En todo caso, el patrocinio sí debió costarle una buena cantidad de dinero, como se deduce de la cantidad de obras dedicadas: 14, entre ellas el Trío del archiduque —el archiduque era él—, los conciertos n°4 y Emperador, y la Missa Solemnis, su obra magna. A Rodolfo le fascinaban las dedicatorias que por entonces no eran de balde, sino que había que pagar por ellas y la paga era proporcional a su duración e importancia.

FRANZ LISZT

Liszt (1811 – 1886) no fue el primero en rodearse de una maquinaria publicitaria. Estaban los antecedentes de Mozart, cuyo padre, Leopoldo, organizaba las giras del niño prodigio, y Paganini, cuya leyenda aseguraba que, para conseguir dominar el violín, le vendió el alma al diablo, cosa bastante creíble porque doblegaba el instrumento a su antojo y el tono verdoso de su piel asustaba al público. Liszt fue niño prodigio, luego dominó el piano y se convirtió en la primera superestrella de la música. Él mismo se encargó de construir su leyenda y manejar sus finanzas. Se convirtió en el músico más famoso de Europa. Divulgó por todo el continente, como si fueran volantes, retratos suyos, donde lucía joven, esbelto y guapo. Las multitudes salían a las calles para ver su entrada triunfal en un carruaje tirado por caballos blancos. Del resto se encargaba en sus recitales y cuando entraba mirando a las mujeres a los ojos, muchas perdían el conocimiento. Aparecía fumando, con desdén tiraba sus guantes que sus admiradoras recogían con delirio y luego el resto de su cigarro: una mujer recogió una colilla y la conservó en su pecho hasta el día de su muerte. Su publicidad se quedaba corta, porque al piano lo hacía mil veces mejor de lo que pregonaba. Amasó una fortuna y abandonó el negocio de los conciertos.

NADEZHDA VON MECK

Probablemente, Nadezhda Filaretovna von Meck (1831 – 1834) fuera la más rica de los aquí enumerados. Y la más estrambótica. Su fortuna provenía de la herencia que le dejó su marido: media red ferroviaria de Rusia.

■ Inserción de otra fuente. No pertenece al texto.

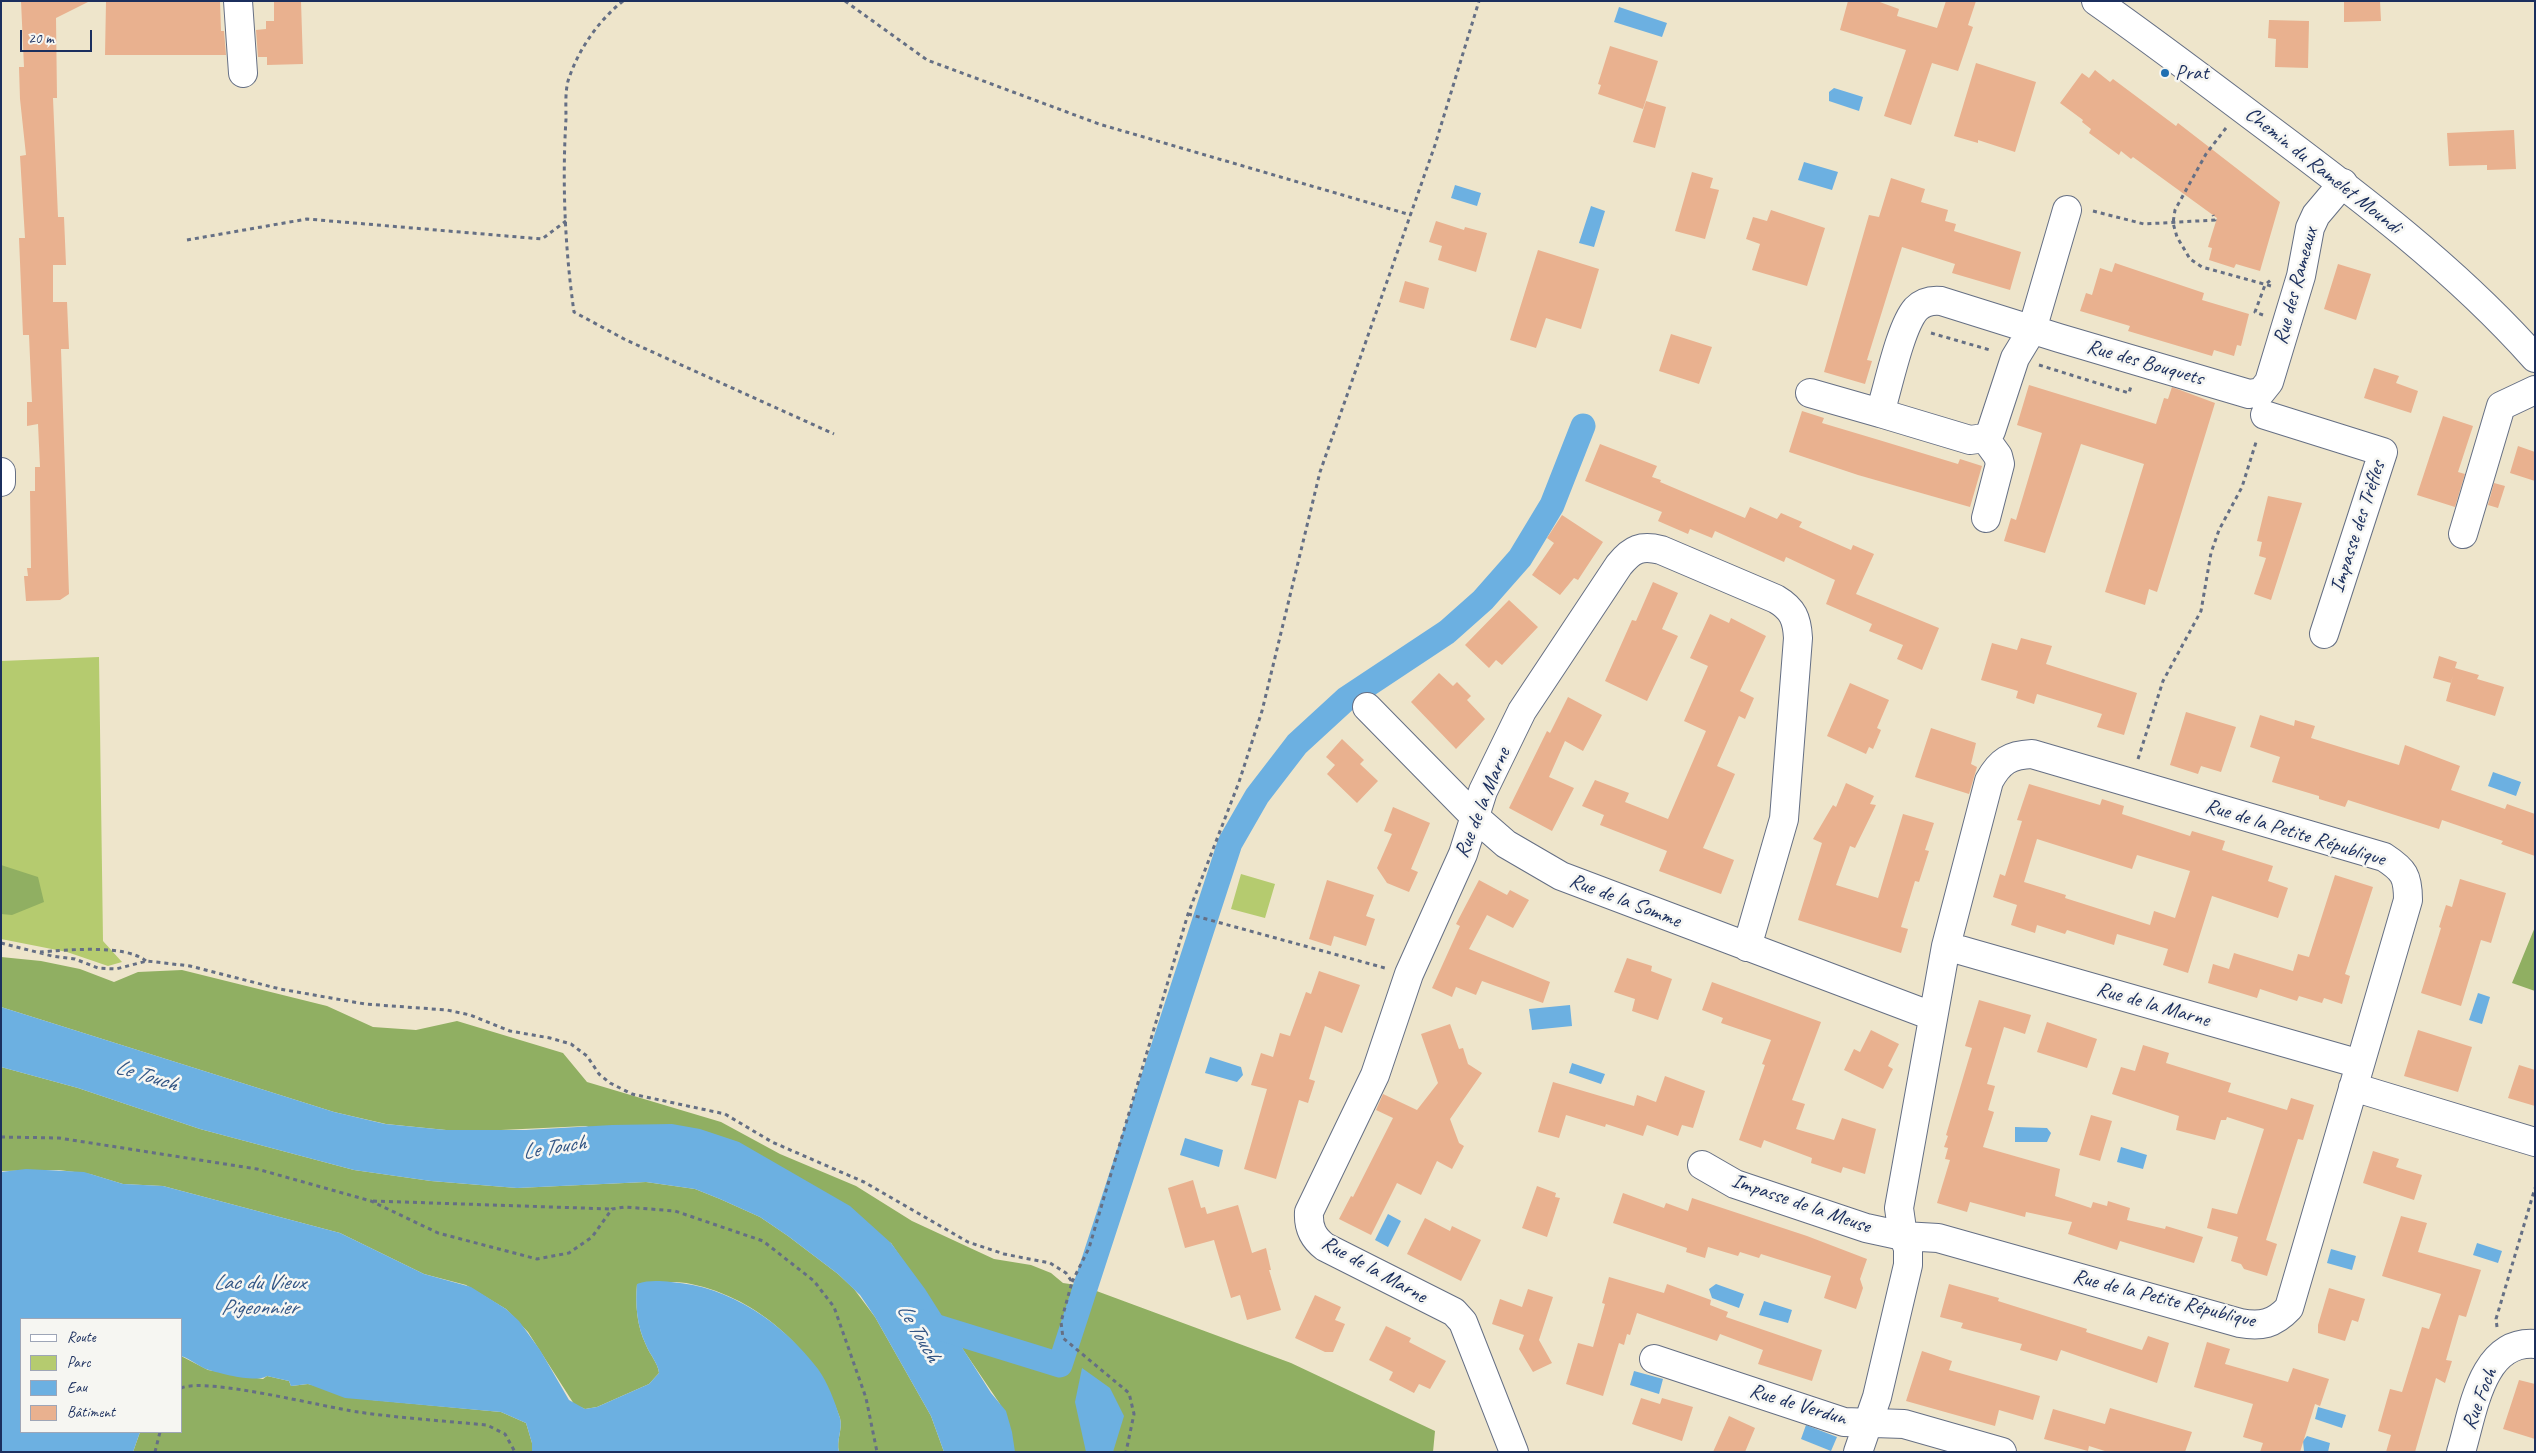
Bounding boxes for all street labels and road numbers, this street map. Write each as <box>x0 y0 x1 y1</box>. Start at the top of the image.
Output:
street label: Chemin du Ramelet Moundi <box>2240 102 2406 240</box>
street label: Rue des Rameaux <box>2268 225 2324 347</box>
street label: Rue des Bouquets <box>2084 334 2206 392</box>
street label: Impasse des Trèfles <box>2325 458 2391 596</box>
street label: Rue de la Marne <box>1450 744 1516 862</box>
street label: Rue de la Petite République <box>2202 794 2388 872</box>
street label: Rue de la Somme <box>1566 868 1684 934</box>
street label: Rue de la Marne <box>2094 977 2212 1033</box>
street label: Impasse de la Meuse <box>1728 1168 1874 1240</box>
street label: Rue de la Marne <box>1317 1231 1431 1309</box>
street label: Rue de la Petite République <box>2070 1264 2258 1334</box>
street label: Rue Foch <box>2457 1365 2503 1433</box>
street label: Rue de Verdun <box>1746 1378 1850 1432</box>

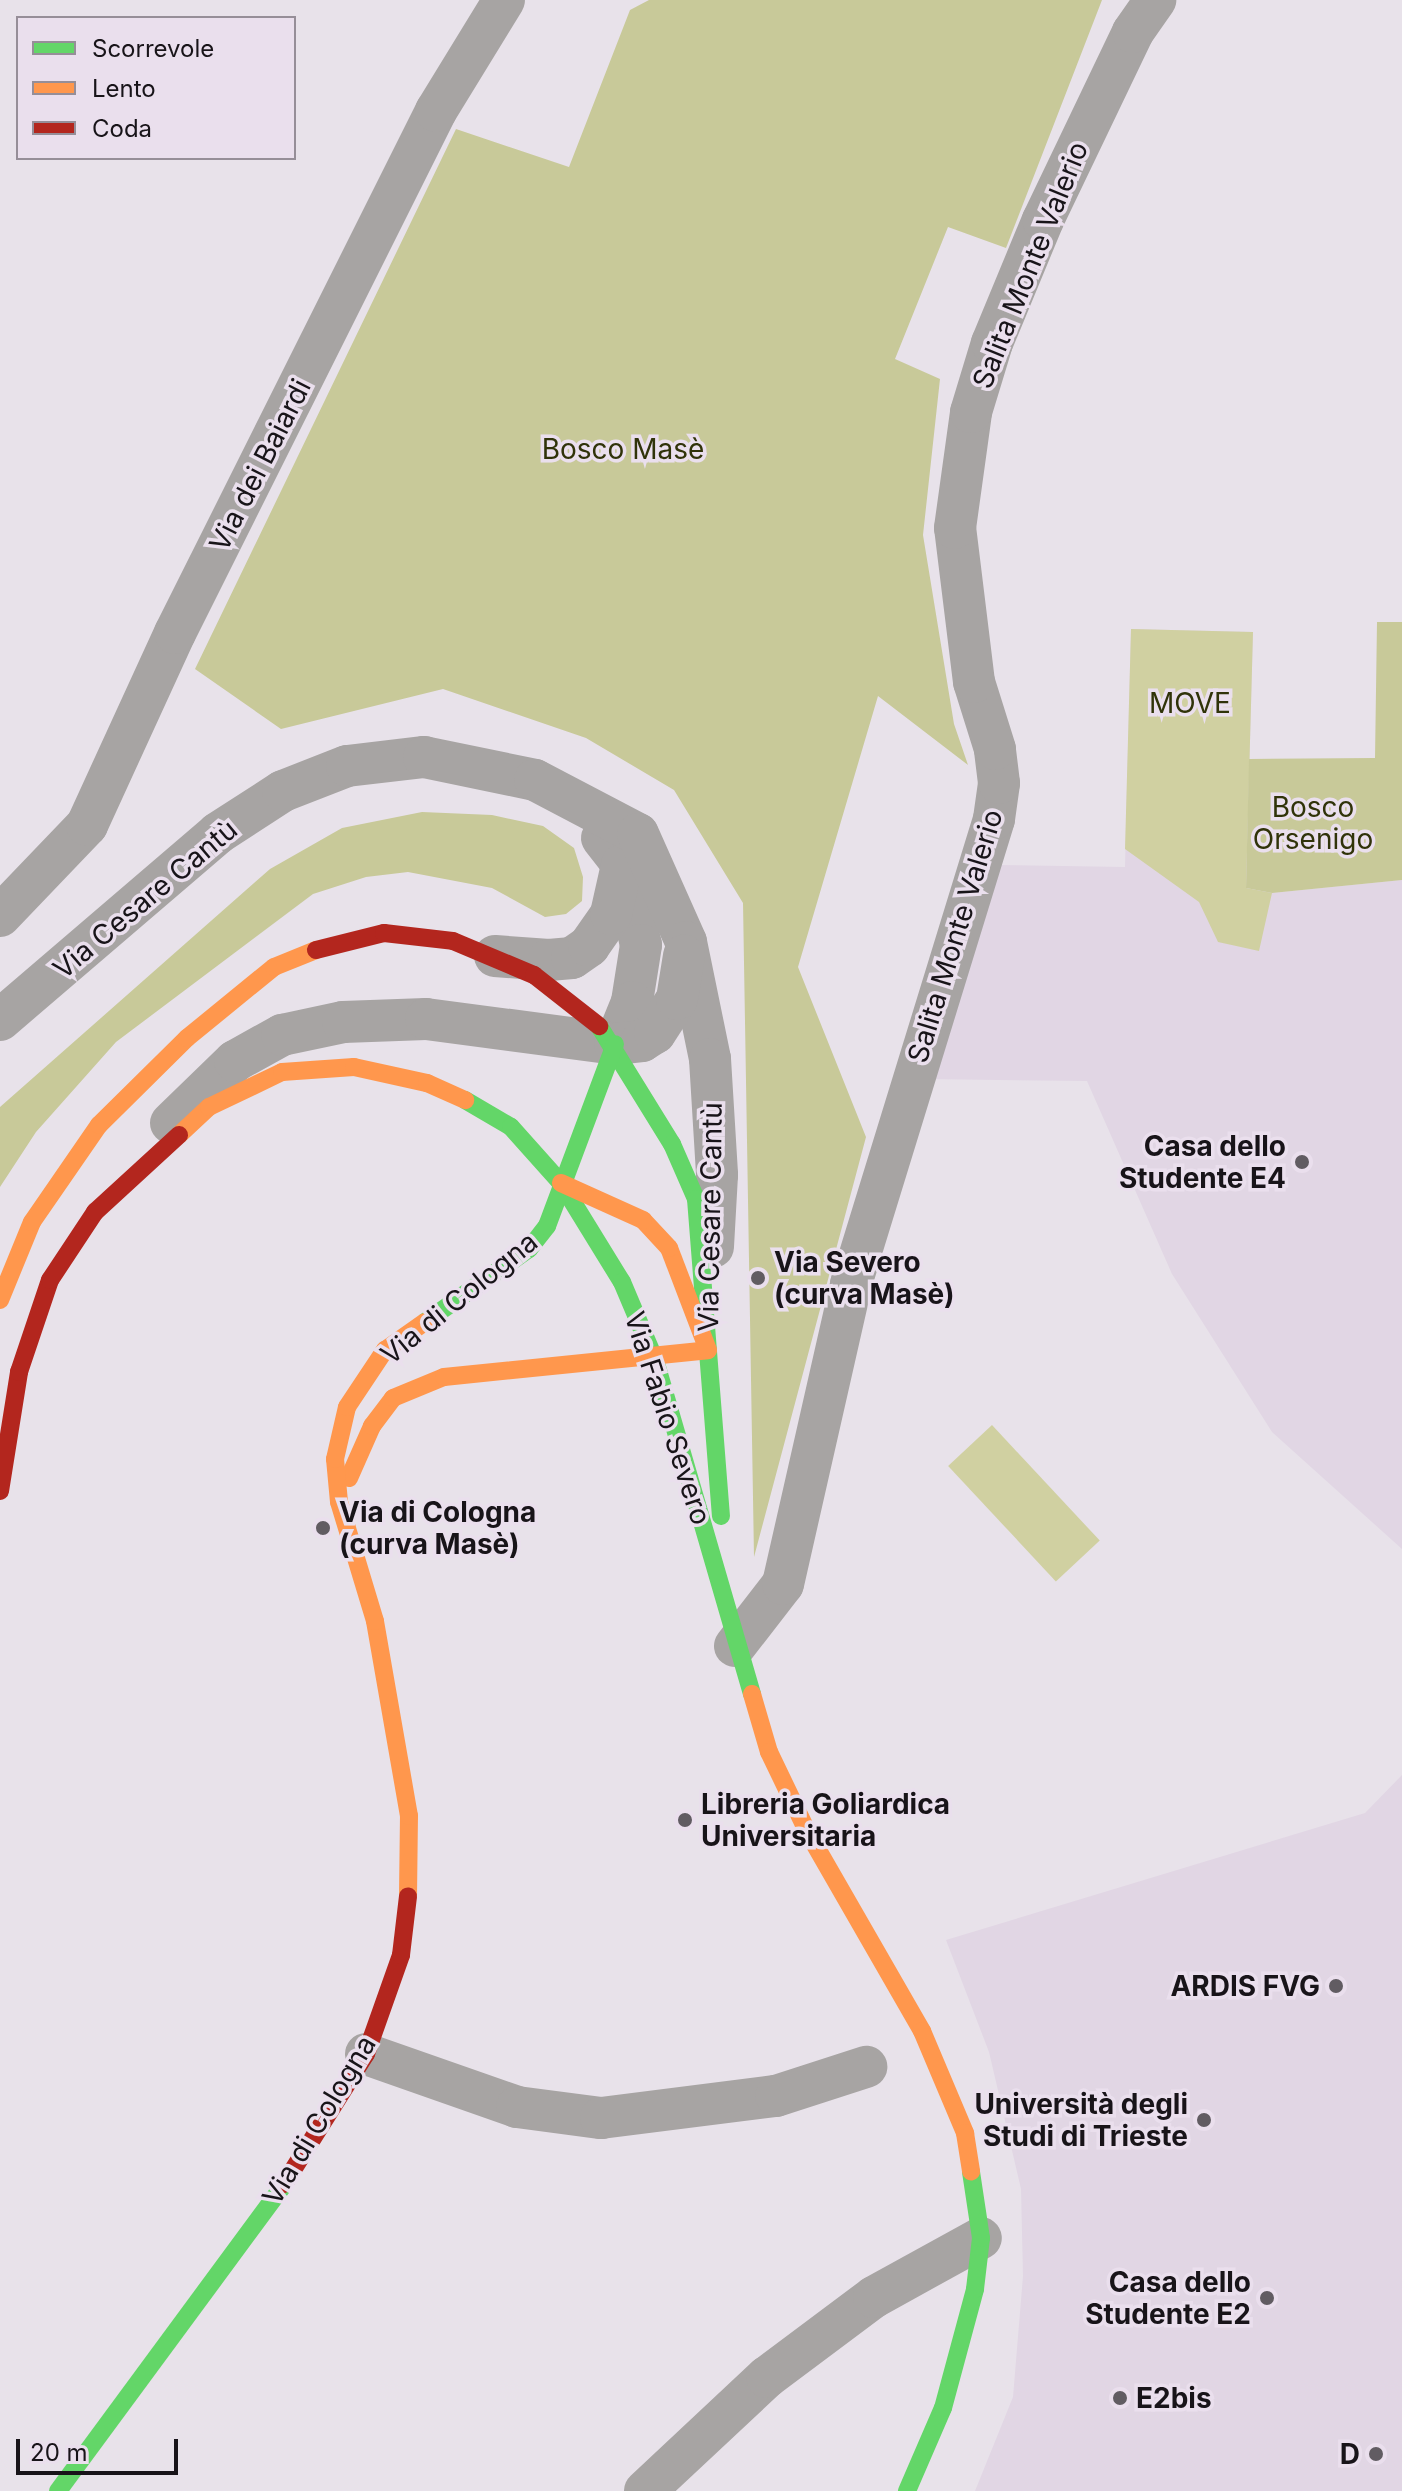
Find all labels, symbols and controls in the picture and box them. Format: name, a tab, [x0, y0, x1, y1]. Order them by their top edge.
legend	[16, 16, 296, 160]
text: Scorrevole	[92, 34, 214, 63]
text: Lento	[92, 74, 156, 103]
text: Coda	[92, 114, 152, 143]
street label: Salita Monte Valerio	[965, 137, 1095, 393]
street label: Via dei Baiardi	[202, 373, 318, 557]
park label: Bosco Masè	[542, 432, 704, 466]
park label: MOVE	[1149, 686, 1231, 720]
park label: Bosco Orsenigo	[1253, 790, 1373, 856]
street label: Salita Monte Valerio	[900, 805, 1010, 1067]
street label: Via Cesare Cantù	[46, 812, 244, 986]
street label: Via Cesare Cantù	[691, 1102, 729, 1332]
place label: Casa dello Studente E4	[1119, 1129, 1286, 1195]
marker: Casa dello Studente E4	[1293, 1153, 1311, 1171]
street label: Via di Cologna	[374, 1225, 544, 1371]
place label: Via Severo (curva Masè)	[774, 1245, 954, 1311]
marker: Via Severo (curva Masè)	[749, 1269, 767, 1287]
street label: Via Fabio Severo	[618, 1307, 718, 1529]
place label: Via di Cologna (curva Masè)	[339, 1495, 536, 1561]
marker: Via di Cologna (curva Masè)	[314, 1519, 332, 1537]
place label: Libreria Goliardica Universitaria	[701, 1787, 950, 1853]
marker: Libreria Goliardica Universitaria	[676, 1811, 694, 1829]
place label: ARDIS FVG	[1170, 1969, 1320, 2003]
marker: ARDIS FVG	[1327, 1977, 1345, 1995]
street label: Via di Cologna	[255, 2029, 383, 2211]
place label: Università degli Studi di Trieste	[974, 2087, 1188, 2153]
marker: Università degli Studi di Trieste	[1195, 2111, 1213, 2129]
place label: Casa dello Studente E2	[1085, 2265, 1251, 2331]
marker: Casa dello Studente E2	[1258, 2289, 1276, 2307]
place label: E2bis	[1136, 2381, 1212, 2415]
marker: E2bis	[1111, 2389, 1129, 2407]
scale bar	[20, 2423, 182, 2473]
place label: D	[1340, 2437, 1360, 2471]
text: 20 m	[30, 2438, 88, 2467]
marker: D	[1367, 2445, 1385, 2463]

Cuando madame von Meck oyó la música de Piotr Ilich Tchaikovsky, creyó que se le iba la vida: le escribió una apasionada carta para decirle que a partir de ese momento ella se encargaría de su manutención para que viviera rodeado de lujos, con una condición: nunca verse personalmente. Así fue durante 13 años. Tchaikovsky escribía a su protectora cartas encendidas de pasión, le enviaba su música, Nadezhda le respondía cartas igualmente apasionadas, llamaba a sus músicos para que la interpretaran y subía al cielo.

No se sabe por qué se suspendió el mecenazgo. Algunos suponen que sus finanzas empezaron a flaquear, otros argumentan que se enteró de la homosexualidad del compositor. Lo que sí es que ella fue el pilar financiero y emocional que sostuvo al músico durante la época más compleja de su vida.

¿Será que, sin Madame von Meck, Tchaikovsky habría conseguido convertirse en el primero de los compositores de su país? Probablemente no. Porque Tchaikovsky, como muchos de sus colegas, era apenas esa pieza, fundamental, del complicado engranaje de la música.